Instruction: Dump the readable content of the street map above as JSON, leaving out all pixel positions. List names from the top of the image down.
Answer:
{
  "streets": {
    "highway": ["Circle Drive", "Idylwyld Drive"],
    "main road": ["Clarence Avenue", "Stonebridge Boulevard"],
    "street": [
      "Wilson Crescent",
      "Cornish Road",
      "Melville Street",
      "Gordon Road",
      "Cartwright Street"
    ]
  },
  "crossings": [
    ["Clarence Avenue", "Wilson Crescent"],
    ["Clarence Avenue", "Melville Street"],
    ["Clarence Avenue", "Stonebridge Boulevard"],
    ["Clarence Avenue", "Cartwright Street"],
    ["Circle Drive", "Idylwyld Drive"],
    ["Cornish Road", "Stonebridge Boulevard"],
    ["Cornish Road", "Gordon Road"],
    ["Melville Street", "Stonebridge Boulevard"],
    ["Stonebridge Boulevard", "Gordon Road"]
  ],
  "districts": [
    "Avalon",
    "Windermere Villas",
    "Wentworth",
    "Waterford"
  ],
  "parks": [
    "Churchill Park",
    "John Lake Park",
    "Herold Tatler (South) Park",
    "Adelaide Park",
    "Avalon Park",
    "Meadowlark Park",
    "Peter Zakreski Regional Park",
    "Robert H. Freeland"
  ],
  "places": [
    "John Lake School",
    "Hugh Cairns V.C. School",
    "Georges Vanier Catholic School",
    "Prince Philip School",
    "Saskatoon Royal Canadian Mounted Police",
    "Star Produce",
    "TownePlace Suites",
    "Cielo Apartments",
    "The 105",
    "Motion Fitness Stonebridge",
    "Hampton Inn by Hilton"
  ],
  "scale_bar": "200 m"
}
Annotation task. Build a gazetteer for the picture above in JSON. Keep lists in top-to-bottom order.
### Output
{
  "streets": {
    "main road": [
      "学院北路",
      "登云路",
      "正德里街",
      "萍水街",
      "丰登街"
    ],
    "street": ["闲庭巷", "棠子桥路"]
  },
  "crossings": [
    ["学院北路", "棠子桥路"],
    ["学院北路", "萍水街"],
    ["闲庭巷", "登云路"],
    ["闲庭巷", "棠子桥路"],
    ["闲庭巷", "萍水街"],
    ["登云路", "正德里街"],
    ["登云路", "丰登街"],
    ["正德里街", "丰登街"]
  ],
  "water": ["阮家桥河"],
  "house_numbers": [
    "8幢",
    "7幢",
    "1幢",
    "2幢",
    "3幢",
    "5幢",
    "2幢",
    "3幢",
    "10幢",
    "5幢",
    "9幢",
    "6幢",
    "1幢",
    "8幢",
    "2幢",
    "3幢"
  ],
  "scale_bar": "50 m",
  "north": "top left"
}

== WHAT TO PRODUCE ==
Which lines of the listing contain the string "above"? Copy each of them.

== ANSWER SECTION ==
Instruction: Dump the readable content of the street map above as JSON, leaving out all pixel positions. List names from the top of the image down.
Annotation task. Build a gazetteer for the picture above in JSON. Keep lists in top-to-bottom order.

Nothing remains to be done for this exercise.